Eleição presidencial de 2026 será a primeira do século sem mulheres nas principais chapas
A disputa pela Presidência da República em 2026 terá uma característica inédita neste século: nenhuma mulher estará presente, como candidata a presidente ou vice, nas chapas lançadas por partidos com representação no Congresso Nacional. A configuração se consolidou após Flávio Bolsonaro (PL) anunciar o deputado federal Alfredo Gaspar (PL-AL) como seu candidato a vice. Desde 2002, todas as eleições presidenciais brasileiras contaram com pelo menos uma mulher entre as chapas consideradas competitivas.

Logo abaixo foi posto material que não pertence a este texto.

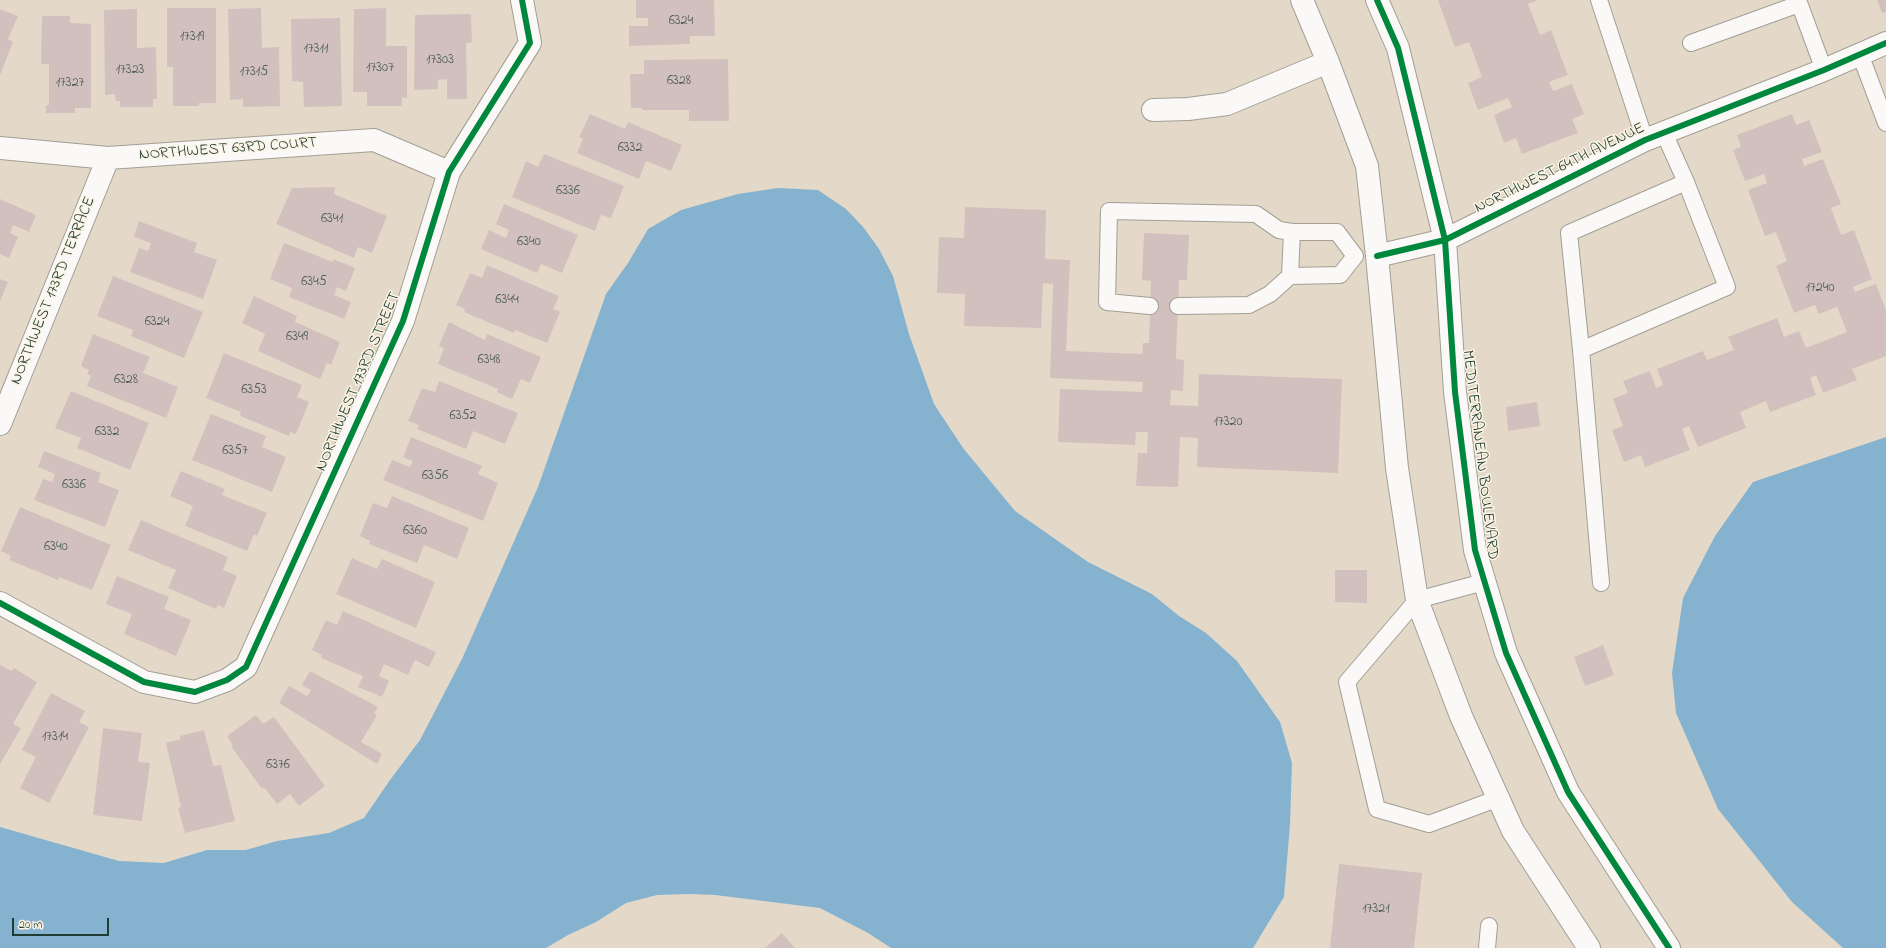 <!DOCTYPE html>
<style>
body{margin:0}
#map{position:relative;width:1886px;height:948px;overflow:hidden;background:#e4d9c8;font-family:"Indie Flower",sans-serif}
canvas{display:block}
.scale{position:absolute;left:12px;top:918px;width:97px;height:18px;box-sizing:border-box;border:2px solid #1f3d34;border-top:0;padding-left:5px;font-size:12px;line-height:14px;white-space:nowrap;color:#1f3d34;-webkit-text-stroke:3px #fcf5e5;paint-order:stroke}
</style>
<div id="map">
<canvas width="1886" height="948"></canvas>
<div class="scale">20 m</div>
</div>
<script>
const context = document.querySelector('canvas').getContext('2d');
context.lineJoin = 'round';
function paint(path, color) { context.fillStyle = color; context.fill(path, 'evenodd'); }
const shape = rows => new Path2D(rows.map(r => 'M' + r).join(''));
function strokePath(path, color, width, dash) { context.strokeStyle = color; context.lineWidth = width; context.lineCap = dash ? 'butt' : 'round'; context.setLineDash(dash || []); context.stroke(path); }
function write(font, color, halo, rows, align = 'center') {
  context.font = font + ' "Indie Flower",sans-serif'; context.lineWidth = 3; context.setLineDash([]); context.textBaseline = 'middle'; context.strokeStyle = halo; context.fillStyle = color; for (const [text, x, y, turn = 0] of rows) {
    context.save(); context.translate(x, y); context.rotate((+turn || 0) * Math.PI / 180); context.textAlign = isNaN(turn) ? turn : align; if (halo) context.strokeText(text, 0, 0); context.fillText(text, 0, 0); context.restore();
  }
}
paint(shape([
 [778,188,818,190,846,209,864,228,879,249,893,276,909,334,934,404,963,448,1015,511,1088,562,1152,594,1179,616,1206,633,1237,661,1280,722,1292,763,1290,824,1284,897,1253,948,891,948,868,933,820,908,715,895,689,894,657,895,626,903,596,922,568,935,546,948,0,948,0,827,119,861,164,863,207,850,246,850,277,841,329,833,364,818,390,780,420,740,462,659,538,487,606,294,628,263,648,229,681,210,738,194],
 [1886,437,1886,948,1843,948,1792,902,1718,809,1676,713,1672,673,1683,598,1715,536,1753,482]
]), '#85b2cf');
paint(shape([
 [636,0,714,0,715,36,690,36,690,44,629,46,629,26,648,26,648,18,636,18],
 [1438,0,1538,0,1528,4,1540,35,1551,30,1568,75,1549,82,1553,91,1572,84,1584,114,1572,119,1578,133,1522,154,1516,138,1504,143,1494,115,1512,107,1508,98,1478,110,1468,83,1482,77,1469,42,1455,47],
 [1877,0,1886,0,1886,12,1882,13],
 [167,8,216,8,216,103,199,103,199,106,173,106,173,67,167,67],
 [261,8,262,48,279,47,280,106,243,107,243,99,230,100,228,9],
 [386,8,386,46,407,46,407,98,402,97,402,106,367,106,367,92,353,92,354,9],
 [0,9,18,16,8,39,13,42,0,75],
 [137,9,137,48,156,47,157,99,153,99,153,107,120,107,120,101,116,101,115,94,105,95,104,10],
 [471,14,472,42,466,43,467,99,447,99,447,79,438,80,438,89,414,90,415,15],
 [42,16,70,16,70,23,91,24,91,108,75,108,75,113,46,113,46,105,49,105,49,64,41,64],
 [340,18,342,106,304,107,303,82,292,81,291,19],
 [728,59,729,121,689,121,689,110,642,110,642,108,631,108,630,74,644,74,644,60],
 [590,114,625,129,628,122,682,145,671,171,646,161,639,179,577,153,583,139,579,137],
 [1792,114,1796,125,1809,120,1822,152,1802,159,1804,166,1823,159,1841,204,1831,208,1841,235,1854,230,1872,279,1853,287,1855,292,1876,284,1886,310,1886,356,1852,369,1857,380,1823,393,1816,375,1810,378,1816,395,1770,412,1766,401,1740,412,1746,428,1698,447,1689,426,1682,429,1690,450,1645,467,1641,455,1624,462,1612,430,1623,426,1613,399,1628,393,1623,381,1650,371,1656,388,1663,385,1657,369,1703,351,1707,360,1734,350,1728,337,1777,318,1784,337,1799,331,1806,348,1847,332,1837,307,1819,314,1815,305,1794,313,1776,266,1787,261,1776,232,1765,236,1748,190,1767,183,1764,174,1745,181,1733,150,1741,147,1737,135],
 [544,154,624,186,611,218,601,215,595,231,512,197,526,161,538,167],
 [335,187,334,194,387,216,372,253,358,247,354,258,276,224,292,188],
 [0,199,36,215,29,232,13,225,10,233,18,237,9,258,0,254],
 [504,204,578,235,562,273,541,264,537,273,481,249,489,230,506,238,509,230,496,224],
 [965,207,1046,210,1045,259,1070,260,1066,351,1142,354,1143,343,1149,343,1151,281,1142,280,1144,233,1189,235,1187,280,1179,280,1176,359,1184,360,1183,391,1171,390,1170,405,1198,406,1199,374,1342,379,1338,473,1197,467,1198,438,1180,437,1178,487,1136,486,1138,453,1147,453,1148,432,1136,432,1135,445,1058,442,1060,389,1142,392,1143,382,1050,378,1053,284,1043,283,1041,328,964,326,965,294,937,293,939,237,964,238],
 [139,221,197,243,194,252,217,260,203,299,130,272,139,248,148,251,151,243,134,237],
 [284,243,333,262,333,259,355,268,346,291,337,287,334,295,351,302,344,319,289,297,292,288,270,279],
 [487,265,559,296,553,309,560,312,547,343,515,330,514,333,464,312,465,309,456,305,470,273,482,278],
 [113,276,203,312,184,358,131,336,133,330,97,316],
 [0,279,8,282,0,301],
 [254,296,297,316,295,322,340,342,331,365,327,363,320,379,258,351,265,334,242,323],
 [449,322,485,340,487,334,541,357,530,383,521,379,512,399,497,392,498,389,438,364,444,348,439,346],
 [93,334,150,357,143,373,178,387,166,418,87,386,91,376,87,374,89,370,81,366],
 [224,353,302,385,297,397,309,402,296,434,290,432,289,436,240,416,241,412,206,398],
 [439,381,518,413,505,444,473,431,466,449,417,429,419,425,408,421,422,388,435,392],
 [71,391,149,423,130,470,77,448,81,438,55,428],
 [1537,402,1540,426,1508,431,1506,407],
 [211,414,266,436,262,447,286,457,272,492,192,460],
 [411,437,482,466,478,474,498,483,483,521,383,480,392,460,410,467,413,461,403,457],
 [44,451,101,473,98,482,119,490,105,527,34,500,43,479,52,482,55,474,38,467],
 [181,471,225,489,222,495,267,513,257,536,254,534,247,551,185,526,193,506,170,496],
 [392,496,469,528,457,559,424,545,417,563,369,544,370,541,360,536,373,503,387,508],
 [20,507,111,545,92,590,59,577,58,580,9,560,11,556,1,551],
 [141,520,228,557,223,570,237,576,224,608,218,605,216,609,168,588,176,570,128,550],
 [352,558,377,569,382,559,435,582,416,628,336,594],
 [1335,570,1367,570,1367,603,1335,602],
 [117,576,169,597,164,609,191,620,176,656,124,634,132,614,106,604],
 [343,611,436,652,429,667,415,660,408,675,384,664,379,676,389,681,382,697,358,687,363,676,321,658,322,655,312,650,326,620,337,625],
 [1603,645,1614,675,1585,686,1574,657],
 [0,665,12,671,14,668,37,682,13,724,21,728,0,764],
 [310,671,378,707,374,713,377,715,361,742,382,754,377,764,279,703,289,686,307,696,311,690,302,685],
 [51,693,85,711,79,722,89,727,49,803,20,788,36,757,22,750],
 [256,715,263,724,274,717,325,786,299,806,290,794,277,804,264,787,262,789,231,746,233,745,227,736],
 [103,728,142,733,138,762,150,763,142,821,93,815],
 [204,730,213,766,221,765,235,821,185,833,178,808,181,807,166,743,181,739,180,736],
 [1339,864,1422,873,1414,948,1330,948],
 [782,933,795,948,765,948]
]), '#d2c0be');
const lane = shape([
 [1599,0,1645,140],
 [1798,0,1824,70],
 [1691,43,1799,4],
 [1860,54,1886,123],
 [1290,276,1292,232],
 [1150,306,1107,302,1109,211,1256,214,1279,230,1292,232,1337,232,1355,256],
 [1178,306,1249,305,1270,294,1290,276,1340,275,1355,256],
 [1581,350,1569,233,1686,182],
 [1484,582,1417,600,1347,682,1377,809,1429,824,1499,798],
 [1601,583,1581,350,1727,287,1686,182,1664,133],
 [1487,948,1489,926]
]);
const street = shape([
 [1302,0,1328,62,1367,166,1377,256,1397,468,1417,600,1461,716,1513,831,1589,948],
 [1377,0,1398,48,1445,240,1455,392,1475,550,1506,653,1568,792,1669,948],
 [1153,110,1188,109,1227,104,1328,62],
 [0,148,108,158,374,140,449,172],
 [1377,256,1445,240,1645,140,1824,70,1886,43],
 [0,424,108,158],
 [0,603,144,682,195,692,227,680,246,667,403,321,449,172,530,43,522,0]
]);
strokePath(lane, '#a19f94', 18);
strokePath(street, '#a19f94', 24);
strokePath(lane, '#fbf9f7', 16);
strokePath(street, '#fbf9f7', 22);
strokePath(shape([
 [1377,0,1398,48,1445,240,1455,392,1475,550,1506,653,1568,792,1669,948],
 [1377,256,1445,240,1645,140,1824,70,1886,43],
 [0,603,144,682,195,692,227,680,246,667,403,321,449,172,530,43,522,0]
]), '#00873e', 6);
write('14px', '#4c5e56', null, [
 ["6324",681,22],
 ["17319",192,38],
 ["17311",316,50],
 ["17303",440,61],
 ["17307",380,69],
 ["17323",130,71],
 ["17315",254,73],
 ["6328",679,82],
 ["17327",70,84],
 ["6332",630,149],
 ["6336",568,192],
 ["6341",332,220],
 ["6340",529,243],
 ["6345",314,283],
 ["17240",1820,289],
 ["6344",507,301],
 ["6324",157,323],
 ["6349",297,338],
 ["6348",489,361],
 ["6328",126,381],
 ["6353",254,391],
 ["6352",463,417],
 ["17320",1228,423],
 ["6332",107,433],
 ["6357",235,452],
 ["6356",435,477],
 ["6336",74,486],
 ["6360",415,532],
 ["6340",56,548],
 ["17314",55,738],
 ["6376",278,766],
 ["17321",1376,910]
]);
write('16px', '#1f3d34', '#fcf5e5', [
 ["NORTHWEST 63RD COURT",228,150,-4],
 ["NORTHWEST 64TH AVENUE",1560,169,-26],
 ["NORTHWEST 173RD TERRACE",54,291,-68],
 ["NORTHWEST 173RD STREET",359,382,-67],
 ["MEDITERRANEAN BOULEVARD",1479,455,83]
]);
</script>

O contraste aparece quando se observam as eleições anteriores. Em 2022, Simone Tebet (MDB) e Soraya Thronicke (União Brasil) disputaram a Presidência, enquanto Ana Paula Matos (PDT) e Mara Gabrilli (PSB) concorreram como vices. Quatro anos antes, Marina Silva esteve na corrida presidencial e nomes como Kátia Abreu, Manuela D’Ávila, Ana Amélia Lemos e Sonia Guajajara integraram chapas como candidatas a vice. Em 2010 e 2014, a presença feminina chegou ao ponto mais alto com Dilma Rousseff (PT), primeira e até hoje única mulher eleita presidente do Brasil.
Embora mulheres estejam inscritas na disputa de 2026, elas aparecem em candidaturas de legendas sem representação no Congresso. Entre as principais forças partidárias, as chapas são integralmente masculinas: Lula (PT) concorre novamente com Geraldo Alckmin (PSB), Flávio Bolsonaro terá Alfredo Gaspar como vice, Ronaldo Caiado (PSD) formou chapa com Gilberto Kassab e Romeu Zema (Novo) terá Eduardo Girão. O desenho eleitoral interrompe, portanto, uma sequência de mais de duas décadas de presença feminina nas chapas das principais forças da corrida pelo Palácio do Planalto.